### [Work task]
Extract all lines from the data beneath that include the word "Ensenada".

### [Records drawn from a dataset]
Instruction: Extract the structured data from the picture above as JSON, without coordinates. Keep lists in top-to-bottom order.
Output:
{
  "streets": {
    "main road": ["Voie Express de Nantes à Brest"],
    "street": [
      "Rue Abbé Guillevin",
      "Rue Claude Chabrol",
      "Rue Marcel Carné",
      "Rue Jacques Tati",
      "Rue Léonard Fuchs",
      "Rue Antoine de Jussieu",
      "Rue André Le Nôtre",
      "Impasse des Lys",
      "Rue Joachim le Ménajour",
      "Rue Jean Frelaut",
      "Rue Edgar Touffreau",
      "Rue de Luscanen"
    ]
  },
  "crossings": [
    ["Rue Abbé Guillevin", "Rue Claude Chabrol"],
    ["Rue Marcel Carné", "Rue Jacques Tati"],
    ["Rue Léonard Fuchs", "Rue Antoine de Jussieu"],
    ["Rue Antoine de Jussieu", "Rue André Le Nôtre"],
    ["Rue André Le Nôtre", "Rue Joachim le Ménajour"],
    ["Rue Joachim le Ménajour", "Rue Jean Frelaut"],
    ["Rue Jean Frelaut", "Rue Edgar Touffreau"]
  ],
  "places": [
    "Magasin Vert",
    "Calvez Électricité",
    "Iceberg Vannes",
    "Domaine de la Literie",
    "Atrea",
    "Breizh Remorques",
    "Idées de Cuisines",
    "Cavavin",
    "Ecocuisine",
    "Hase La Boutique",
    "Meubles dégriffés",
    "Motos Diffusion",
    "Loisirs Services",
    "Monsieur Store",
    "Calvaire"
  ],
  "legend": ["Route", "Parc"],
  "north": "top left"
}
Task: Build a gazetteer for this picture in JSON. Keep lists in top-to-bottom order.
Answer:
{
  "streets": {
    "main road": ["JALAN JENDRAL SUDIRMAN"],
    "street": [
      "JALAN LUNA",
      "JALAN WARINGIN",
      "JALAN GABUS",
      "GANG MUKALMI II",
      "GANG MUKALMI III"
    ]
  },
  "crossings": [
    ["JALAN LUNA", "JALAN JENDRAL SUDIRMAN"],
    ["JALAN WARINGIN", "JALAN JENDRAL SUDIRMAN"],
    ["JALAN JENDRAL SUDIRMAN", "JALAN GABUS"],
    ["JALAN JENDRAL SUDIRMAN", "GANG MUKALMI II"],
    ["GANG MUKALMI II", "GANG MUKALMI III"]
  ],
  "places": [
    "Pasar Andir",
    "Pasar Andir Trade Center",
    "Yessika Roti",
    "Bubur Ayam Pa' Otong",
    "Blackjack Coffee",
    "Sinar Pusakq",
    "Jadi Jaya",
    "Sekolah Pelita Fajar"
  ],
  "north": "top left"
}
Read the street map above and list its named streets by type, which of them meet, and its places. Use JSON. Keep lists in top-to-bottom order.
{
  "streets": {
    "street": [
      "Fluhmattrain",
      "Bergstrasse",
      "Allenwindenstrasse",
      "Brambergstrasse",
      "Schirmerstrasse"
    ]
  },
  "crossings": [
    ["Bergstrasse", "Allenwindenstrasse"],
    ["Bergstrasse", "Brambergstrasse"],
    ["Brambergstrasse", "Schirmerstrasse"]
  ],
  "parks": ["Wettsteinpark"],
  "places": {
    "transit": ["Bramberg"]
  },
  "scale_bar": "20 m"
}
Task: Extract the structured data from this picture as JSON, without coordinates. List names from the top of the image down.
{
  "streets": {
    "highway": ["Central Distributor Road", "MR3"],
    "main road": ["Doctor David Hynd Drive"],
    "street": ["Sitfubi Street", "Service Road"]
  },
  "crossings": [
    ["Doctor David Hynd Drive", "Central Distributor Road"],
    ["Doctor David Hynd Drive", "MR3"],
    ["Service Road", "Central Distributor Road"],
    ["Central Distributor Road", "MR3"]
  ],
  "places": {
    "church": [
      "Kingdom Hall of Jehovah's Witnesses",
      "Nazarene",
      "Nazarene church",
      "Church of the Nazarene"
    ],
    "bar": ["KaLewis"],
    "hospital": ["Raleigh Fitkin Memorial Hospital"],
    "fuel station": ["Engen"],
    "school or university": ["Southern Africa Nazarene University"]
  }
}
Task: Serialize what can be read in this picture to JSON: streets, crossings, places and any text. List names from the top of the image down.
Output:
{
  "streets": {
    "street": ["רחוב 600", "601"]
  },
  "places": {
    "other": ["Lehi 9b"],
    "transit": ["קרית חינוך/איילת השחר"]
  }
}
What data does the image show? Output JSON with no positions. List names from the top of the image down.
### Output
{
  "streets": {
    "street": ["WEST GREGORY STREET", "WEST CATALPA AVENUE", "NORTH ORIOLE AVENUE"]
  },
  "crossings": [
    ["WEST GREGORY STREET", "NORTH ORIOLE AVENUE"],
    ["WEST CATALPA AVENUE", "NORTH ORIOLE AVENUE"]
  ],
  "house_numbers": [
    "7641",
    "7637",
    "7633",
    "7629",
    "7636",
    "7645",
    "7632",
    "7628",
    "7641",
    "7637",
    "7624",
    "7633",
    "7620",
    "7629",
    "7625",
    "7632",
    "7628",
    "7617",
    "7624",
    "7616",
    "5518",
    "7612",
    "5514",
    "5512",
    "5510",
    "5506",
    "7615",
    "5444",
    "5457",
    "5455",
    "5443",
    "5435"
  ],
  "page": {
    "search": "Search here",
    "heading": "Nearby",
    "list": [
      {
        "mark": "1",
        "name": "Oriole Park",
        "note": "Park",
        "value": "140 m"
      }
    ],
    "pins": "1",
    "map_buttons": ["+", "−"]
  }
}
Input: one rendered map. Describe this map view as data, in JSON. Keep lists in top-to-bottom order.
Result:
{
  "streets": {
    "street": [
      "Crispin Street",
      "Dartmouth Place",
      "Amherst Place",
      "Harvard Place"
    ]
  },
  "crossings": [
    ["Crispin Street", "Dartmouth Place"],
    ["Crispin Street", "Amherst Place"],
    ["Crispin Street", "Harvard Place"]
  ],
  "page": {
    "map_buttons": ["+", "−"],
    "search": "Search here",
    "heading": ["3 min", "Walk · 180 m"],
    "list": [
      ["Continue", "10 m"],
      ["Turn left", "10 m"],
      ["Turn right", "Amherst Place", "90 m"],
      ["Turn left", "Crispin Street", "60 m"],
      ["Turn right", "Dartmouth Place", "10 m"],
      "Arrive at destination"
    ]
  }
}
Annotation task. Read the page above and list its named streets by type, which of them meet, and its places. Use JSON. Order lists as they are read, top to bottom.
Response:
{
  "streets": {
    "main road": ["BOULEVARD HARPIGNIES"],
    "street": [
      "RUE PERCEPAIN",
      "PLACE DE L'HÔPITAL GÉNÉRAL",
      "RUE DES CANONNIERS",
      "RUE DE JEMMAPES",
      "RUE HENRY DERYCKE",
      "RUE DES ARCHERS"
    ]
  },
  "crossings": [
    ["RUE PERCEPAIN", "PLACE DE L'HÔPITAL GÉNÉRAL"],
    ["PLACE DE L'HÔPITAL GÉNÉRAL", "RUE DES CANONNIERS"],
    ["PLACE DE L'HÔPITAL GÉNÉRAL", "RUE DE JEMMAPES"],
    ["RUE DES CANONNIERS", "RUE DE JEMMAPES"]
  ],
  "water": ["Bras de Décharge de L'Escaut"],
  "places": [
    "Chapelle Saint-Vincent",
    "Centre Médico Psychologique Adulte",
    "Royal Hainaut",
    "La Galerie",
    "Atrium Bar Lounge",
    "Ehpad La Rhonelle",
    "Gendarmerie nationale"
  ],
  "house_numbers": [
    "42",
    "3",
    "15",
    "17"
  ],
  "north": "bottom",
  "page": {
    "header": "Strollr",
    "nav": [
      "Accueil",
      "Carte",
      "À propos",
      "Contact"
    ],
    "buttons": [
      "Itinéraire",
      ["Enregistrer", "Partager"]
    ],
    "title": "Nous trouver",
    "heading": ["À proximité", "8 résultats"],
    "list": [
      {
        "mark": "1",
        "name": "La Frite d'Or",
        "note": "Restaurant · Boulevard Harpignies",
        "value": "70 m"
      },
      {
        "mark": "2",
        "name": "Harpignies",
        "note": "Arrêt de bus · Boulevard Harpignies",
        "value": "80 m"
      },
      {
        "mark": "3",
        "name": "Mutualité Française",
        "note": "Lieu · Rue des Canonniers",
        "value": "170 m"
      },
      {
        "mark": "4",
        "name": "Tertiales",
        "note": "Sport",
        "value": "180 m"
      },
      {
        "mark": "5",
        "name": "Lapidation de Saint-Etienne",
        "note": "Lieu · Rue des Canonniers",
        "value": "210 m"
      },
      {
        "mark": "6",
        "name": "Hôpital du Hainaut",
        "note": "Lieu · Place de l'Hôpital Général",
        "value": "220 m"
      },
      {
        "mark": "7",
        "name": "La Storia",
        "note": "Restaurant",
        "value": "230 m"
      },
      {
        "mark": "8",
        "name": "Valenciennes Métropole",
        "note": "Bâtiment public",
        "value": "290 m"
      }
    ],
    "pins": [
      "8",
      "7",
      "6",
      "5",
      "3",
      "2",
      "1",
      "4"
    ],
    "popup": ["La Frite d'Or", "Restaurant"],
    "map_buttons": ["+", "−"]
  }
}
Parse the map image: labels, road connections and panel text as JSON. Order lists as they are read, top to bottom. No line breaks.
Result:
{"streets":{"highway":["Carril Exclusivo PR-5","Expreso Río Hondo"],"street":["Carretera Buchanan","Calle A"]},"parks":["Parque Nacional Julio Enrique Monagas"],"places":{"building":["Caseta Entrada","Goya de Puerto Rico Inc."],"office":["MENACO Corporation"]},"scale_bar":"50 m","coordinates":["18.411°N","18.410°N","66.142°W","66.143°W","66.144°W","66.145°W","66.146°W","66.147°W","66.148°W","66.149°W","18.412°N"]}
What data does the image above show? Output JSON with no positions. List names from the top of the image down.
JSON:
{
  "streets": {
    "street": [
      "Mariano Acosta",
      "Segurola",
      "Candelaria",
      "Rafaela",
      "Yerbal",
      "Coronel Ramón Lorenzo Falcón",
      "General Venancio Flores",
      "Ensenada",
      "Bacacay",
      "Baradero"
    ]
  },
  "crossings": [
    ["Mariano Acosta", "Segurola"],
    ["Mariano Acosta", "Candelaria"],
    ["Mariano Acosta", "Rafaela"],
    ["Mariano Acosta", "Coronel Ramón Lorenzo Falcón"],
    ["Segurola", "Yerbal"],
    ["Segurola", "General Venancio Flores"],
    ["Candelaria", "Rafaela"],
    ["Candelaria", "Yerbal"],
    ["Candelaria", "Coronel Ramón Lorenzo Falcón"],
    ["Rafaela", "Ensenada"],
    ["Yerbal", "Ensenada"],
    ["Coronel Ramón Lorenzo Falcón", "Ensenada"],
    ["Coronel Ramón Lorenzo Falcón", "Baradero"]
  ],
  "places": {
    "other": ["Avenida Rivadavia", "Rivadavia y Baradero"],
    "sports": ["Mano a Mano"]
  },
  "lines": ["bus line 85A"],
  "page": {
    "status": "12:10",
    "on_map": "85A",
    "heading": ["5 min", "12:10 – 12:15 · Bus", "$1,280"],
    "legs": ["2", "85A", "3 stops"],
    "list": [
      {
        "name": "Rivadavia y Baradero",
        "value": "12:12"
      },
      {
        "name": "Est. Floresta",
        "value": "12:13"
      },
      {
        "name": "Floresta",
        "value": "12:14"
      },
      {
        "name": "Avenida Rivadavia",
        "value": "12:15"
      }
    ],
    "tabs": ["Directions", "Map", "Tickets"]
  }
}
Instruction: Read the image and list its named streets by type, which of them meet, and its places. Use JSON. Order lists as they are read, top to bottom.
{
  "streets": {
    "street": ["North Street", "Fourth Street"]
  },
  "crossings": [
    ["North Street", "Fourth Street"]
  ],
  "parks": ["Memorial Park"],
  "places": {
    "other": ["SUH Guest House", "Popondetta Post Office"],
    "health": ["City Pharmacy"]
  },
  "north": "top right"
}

### [Exercise output]
      "Ensenada",
    ["Rafaela", "Ensenada"],
    ["Yerbal", "Ensenada"],
    ["Coronel Ramón Lorenzo Falcón", "Ensenada"],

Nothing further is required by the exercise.